START Information shown

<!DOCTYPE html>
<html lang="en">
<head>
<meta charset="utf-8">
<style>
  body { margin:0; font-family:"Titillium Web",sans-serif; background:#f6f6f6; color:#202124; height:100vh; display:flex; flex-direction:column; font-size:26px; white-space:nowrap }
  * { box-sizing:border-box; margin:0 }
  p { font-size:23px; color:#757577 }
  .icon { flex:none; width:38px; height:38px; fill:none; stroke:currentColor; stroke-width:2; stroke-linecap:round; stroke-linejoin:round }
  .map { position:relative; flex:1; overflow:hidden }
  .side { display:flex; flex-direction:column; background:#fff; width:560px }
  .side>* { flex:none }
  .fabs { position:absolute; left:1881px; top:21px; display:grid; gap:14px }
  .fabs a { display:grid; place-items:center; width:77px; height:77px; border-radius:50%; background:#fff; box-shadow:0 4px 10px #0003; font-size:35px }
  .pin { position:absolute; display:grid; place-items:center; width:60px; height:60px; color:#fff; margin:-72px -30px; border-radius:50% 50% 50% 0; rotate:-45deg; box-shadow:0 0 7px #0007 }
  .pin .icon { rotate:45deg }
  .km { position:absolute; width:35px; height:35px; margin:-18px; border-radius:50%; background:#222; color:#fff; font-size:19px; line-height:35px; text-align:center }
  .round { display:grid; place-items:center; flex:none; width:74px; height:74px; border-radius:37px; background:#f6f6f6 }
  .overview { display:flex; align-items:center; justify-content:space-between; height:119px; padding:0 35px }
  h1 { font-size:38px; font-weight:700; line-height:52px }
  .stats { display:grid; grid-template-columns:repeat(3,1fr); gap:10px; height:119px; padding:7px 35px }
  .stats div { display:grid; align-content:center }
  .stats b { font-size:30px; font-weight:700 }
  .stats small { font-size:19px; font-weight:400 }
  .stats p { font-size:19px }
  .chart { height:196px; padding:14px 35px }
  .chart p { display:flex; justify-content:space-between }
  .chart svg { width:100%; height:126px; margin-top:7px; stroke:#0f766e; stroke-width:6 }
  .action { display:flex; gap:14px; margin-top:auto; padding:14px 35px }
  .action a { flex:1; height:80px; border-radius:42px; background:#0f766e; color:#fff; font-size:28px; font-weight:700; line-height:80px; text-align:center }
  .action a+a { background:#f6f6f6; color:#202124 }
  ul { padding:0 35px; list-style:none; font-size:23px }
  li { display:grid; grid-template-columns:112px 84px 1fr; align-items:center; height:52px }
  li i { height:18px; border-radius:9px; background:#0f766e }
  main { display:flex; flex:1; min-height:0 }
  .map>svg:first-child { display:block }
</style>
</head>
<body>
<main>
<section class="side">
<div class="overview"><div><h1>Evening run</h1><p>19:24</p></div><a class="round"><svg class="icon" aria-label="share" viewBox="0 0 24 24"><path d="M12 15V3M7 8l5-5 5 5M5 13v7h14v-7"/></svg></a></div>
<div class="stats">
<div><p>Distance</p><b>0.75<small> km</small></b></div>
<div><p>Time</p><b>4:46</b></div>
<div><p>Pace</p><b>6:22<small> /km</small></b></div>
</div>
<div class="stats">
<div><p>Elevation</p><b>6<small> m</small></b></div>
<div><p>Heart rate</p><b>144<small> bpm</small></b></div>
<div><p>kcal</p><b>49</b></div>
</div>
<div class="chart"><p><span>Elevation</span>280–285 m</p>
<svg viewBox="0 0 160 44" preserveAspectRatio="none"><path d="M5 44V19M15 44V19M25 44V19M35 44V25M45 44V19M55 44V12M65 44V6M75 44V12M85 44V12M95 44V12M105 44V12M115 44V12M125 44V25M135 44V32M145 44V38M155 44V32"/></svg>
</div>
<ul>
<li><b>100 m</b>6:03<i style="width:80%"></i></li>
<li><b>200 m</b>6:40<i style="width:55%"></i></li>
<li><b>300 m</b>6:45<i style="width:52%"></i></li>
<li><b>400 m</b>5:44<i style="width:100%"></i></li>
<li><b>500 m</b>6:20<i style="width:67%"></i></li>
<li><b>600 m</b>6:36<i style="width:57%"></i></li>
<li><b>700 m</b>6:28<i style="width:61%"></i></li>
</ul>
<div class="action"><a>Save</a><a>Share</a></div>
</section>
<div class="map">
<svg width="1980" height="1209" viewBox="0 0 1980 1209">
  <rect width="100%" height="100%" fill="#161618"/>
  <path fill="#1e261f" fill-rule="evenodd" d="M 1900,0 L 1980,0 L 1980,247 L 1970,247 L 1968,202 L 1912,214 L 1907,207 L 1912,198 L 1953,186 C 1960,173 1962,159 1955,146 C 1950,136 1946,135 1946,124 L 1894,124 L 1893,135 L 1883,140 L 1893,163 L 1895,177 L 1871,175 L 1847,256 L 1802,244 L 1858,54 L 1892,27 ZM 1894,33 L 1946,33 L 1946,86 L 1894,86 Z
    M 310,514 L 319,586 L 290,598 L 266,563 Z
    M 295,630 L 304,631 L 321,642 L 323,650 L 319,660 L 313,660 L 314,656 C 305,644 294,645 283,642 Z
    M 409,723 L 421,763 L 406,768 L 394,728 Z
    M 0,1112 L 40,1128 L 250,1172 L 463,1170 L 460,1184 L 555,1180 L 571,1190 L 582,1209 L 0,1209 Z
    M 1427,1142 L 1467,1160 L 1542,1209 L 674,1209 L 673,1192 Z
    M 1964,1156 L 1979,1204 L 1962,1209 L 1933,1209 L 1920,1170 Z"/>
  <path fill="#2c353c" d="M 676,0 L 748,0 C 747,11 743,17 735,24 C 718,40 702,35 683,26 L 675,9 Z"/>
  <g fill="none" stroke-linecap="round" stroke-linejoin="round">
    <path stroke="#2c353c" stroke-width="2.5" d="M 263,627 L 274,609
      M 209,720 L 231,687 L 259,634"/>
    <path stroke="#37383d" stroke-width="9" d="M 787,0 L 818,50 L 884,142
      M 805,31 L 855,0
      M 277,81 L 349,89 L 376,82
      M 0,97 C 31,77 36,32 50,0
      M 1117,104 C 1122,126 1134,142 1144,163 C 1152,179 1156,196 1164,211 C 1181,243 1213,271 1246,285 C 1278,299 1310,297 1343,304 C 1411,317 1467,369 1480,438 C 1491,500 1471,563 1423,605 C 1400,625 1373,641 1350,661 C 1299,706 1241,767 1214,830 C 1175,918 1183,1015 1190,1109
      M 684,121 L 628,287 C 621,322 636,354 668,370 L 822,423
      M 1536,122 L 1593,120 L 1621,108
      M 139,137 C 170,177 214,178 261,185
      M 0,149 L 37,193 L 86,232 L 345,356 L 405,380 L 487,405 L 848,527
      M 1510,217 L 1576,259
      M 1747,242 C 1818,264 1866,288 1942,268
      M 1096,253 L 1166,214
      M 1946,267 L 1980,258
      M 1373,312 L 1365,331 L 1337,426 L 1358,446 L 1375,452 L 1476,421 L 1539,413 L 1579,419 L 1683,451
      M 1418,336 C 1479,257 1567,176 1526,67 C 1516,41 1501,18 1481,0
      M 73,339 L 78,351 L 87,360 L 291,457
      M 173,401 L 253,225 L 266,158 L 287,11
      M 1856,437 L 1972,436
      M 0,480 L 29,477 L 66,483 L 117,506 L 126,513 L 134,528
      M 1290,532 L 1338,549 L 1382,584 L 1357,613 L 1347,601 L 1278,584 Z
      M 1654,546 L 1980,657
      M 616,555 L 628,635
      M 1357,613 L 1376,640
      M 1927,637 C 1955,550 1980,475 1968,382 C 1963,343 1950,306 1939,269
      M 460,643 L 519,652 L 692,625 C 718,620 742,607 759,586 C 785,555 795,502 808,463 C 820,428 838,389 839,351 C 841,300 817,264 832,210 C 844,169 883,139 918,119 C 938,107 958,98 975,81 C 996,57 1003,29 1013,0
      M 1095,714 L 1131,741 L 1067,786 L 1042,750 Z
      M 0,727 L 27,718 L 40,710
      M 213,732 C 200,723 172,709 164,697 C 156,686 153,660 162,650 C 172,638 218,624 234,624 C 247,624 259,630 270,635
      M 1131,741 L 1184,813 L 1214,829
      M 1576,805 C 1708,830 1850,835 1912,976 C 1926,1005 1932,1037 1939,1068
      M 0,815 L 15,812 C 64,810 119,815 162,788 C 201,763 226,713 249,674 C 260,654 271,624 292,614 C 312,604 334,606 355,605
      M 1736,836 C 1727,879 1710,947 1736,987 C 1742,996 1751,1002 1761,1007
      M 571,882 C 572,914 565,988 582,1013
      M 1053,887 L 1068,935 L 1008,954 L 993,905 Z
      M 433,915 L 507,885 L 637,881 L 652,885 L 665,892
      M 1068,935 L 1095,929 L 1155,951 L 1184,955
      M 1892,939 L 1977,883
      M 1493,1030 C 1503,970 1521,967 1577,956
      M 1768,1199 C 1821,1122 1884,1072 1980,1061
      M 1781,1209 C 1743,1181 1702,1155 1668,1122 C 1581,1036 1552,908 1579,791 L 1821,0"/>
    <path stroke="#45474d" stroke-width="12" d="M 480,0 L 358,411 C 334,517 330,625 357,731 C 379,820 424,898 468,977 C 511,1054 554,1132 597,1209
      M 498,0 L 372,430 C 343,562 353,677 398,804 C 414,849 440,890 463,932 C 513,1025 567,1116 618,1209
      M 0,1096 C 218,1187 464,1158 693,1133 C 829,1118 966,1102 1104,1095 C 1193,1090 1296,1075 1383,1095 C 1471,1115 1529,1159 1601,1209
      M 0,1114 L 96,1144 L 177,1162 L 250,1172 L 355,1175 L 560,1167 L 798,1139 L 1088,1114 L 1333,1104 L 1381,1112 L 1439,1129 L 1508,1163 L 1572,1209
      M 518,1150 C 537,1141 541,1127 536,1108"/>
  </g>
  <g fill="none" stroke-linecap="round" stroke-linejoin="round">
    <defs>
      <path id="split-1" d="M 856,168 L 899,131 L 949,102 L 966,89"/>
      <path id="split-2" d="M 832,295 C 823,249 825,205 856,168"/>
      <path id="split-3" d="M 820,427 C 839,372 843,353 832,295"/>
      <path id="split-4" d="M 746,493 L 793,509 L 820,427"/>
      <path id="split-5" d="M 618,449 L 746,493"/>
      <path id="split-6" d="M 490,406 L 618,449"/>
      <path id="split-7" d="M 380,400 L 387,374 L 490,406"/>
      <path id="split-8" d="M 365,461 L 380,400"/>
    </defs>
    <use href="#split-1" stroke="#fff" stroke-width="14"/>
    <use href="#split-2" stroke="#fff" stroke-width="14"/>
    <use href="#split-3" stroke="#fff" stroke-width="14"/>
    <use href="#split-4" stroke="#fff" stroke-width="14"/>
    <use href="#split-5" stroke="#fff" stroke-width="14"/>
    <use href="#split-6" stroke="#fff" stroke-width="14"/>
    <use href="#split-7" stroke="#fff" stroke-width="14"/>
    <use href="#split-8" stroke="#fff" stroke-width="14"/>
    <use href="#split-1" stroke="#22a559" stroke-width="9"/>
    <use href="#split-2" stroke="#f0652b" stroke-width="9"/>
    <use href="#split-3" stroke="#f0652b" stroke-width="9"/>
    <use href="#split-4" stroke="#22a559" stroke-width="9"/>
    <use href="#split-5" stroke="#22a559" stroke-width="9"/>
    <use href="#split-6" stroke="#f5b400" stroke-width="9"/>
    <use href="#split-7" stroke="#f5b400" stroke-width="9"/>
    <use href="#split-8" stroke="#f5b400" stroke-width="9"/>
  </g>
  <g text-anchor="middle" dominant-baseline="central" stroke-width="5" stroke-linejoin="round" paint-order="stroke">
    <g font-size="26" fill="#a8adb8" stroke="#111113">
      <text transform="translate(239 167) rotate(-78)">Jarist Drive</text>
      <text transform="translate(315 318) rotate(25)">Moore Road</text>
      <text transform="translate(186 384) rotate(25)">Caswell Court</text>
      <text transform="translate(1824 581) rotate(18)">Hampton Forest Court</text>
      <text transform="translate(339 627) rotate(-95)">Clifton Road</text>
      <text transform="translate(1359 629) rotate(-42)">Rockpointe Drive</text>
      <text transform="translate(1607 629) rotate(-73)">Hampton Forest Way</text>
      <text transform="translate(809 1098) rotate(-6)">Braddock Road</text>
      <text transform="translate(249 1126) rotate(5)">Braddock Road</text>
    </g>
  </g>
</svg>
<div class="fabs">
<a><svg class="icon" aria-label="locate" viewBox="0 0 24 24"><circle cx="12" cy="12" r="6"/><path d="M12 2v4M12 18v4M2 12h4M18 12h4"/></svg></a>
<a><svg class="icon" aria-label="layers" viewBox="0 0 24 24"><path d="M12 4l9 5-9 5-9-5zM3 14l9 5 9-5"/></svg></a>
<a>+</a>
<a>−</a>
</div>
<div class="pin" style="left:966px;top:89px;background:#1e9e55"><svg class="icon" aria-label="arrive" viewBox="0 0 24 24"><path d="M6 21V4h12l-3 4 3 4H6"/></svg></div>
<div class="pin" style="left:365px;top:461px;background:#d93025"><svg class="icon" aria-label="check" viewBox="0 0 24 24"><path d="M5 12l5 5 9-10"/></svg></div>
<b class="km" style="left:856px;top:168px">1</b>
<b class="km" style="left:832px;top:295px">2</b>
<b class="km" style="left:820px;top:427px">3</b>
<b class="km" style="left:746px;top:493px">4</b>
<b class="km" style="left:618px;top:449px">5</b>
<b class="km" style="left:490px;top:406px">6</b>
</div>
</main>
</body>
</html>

END Information shown

**What you will do:**
Only the lines from the first one of the listing up to and including the line where "display:grid; place-items:center; width:77px;" appears are wanted, reproduced exactly.

**Your solution:**
<!DOCTYPE html>
<html lang="en">
<head>
<meta charset="utf-8">
<style>
  body { margin:0; font-family:"Titillium Web",sans-serif; background:#f6f6f6; color:#202124; height:100vh; display:flex; flex-direction:column; font-size:26px; white-space:nowrap }
  * { box-sizing:border-box; margin:0 }
  p { font-size:23px; color:#757577 }
  .icon { flex:none; width:38px; height:38px; fill:none; stroke:currentColor; stroke-width:2; stroke-linecap:round; stroke-linejoin:round }
  .map { position:relative; flex:1; overflow:hidden }
  .side { display:flex; flex-direction:column; background:#fff; width:560px }
  .side>* { flex:none }
  .fabs { position:absolute; left:1881px; top:21px; display:grid; gap:14px }
  .fabs a { display:grid; place-items:center; width:77px; height:77px; border-radius:50%; background:#fff; box-shadow:0 4px 10px #0003; font-size:35px }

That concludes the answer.